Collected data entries

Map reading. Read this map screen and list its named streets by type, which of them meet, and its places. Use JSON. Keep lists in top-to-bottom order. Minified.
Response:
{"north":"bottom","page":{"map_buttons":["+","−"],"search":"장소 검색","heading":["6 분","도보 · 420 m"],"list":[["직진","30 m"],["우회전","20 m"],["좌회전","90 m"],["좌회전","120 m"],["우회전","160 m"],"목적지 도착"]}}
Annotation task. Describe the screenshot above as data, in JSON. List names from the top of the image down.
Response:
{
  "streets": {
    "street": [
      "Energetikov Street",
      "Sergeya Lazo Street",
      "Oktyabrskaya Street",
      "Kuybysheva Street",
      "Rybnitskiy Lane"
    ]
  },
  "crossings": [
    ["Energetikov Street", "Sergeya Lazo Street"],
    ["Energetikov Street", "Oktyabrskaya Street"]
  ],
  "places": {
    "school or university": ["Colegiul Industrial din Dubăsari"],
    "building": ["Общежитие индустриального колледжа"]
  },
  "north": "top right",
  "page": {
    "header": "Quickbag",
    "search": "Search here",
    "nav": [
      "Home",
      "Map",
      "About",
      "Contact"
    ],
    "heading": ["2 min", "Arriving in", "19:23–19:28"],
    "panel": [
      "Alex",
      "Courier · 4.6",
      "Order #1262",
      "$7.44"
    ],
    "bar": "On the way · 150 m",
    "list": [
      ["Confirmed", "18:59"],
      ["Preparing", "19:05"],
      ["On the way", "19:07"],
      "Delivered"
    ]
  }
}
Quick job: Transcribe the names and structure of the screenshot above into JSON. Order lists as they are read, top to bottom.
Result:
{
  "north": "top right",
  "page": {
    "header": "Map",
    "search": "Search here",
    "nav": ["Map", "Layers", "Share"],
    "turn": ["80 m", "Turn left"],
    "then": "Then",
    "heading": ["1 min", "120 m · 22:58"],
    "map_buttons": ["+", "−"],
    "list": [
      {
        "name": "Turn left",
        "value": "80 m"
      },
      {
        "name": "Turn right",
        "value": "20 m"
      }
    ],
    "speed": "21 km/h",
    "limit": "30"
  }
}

* _Task to complete_
Every record must be transcribed exactly, with no line skipped.

* _Task output_
Map reading. Read this map screen and list its named streets by type, which of them meet, and its places. Use JSON. Keep lists in top-to-bottom order. Minified.
Response:
{"north":"bottom","page":{"map_buttons":["+","−"],"search":"장소 검색","heading":["6 분","도보 · 420 m"],"list":[["직진","30 m"],["우회전","20 m"],["좌회전","90 m"],["좌회전","120 m"],["우회전","160 m"],"목적지 도착"]}}
Annotation task. Describe the screenshot above as data, in JSON. List names from the top of the image down.
Response:
{
  "streets": {
    "street": [
      "Energetikov Street",
      "Sergeya Lazo Street",
      "Oktyabrskaya Street",
      "Kuybysheva Street",
      "Rybnitskiy Lane"
    ]
  },
  "crossings": [
    ["Energetikov Street", "Sergeya Lazo Street"],
    ["Energetikov Street", "Oktyabrskaya Street"]
  ],
  "places": {
    "school or university": ["Colegiul Industrial din Dubăsari"],
    "building": ["Общежитие индустриального колледжа"]
  },
  "north": "top right",
  "page": {
    "header": "Quickbag",
    "search": "Search here",
    "nav": [
      "Home",
      "Map",
      "About",
      "Contact"
    ],
    "heading": ["2 min", "Arriving in", "19:23–19:28"],
    "panel": [
      "Alex",
      "Courier · 4.6",
      "Order #1262",
      "$7.44"
    ],
    "bar": "On the way · 150 m",
    "list": [
      ["Confirmed", "18:59"],
      ["Preparing", "19:05"],
      ["On the way", "19:07"],
      "Delivered"
    ]
  }
}
Quick job: Transcribe the names and structure of the screenshot above into JSON. Order lists as they are read, top to bottom.
Result:
{
  "north": "top right",
  "page": {
    "header": "Map",
    "search": "Search here",
    "nav": ["Map", "Layers", "Share"],
    "turn": ["80 m", "Turn left"],
    "then": "Then",
    "heading": ["1 min", "120 m · 22:58"],
    "map_buttons": ["+", "−"],
    "list": [
      {
        "name": "Turn left",
        "value": "80 m"
      },
      {
        "name": "Turn right",
        "value": "20 m"
      }
    ],
    "speed": "21 km/h",
    "limit": "30"
  }
}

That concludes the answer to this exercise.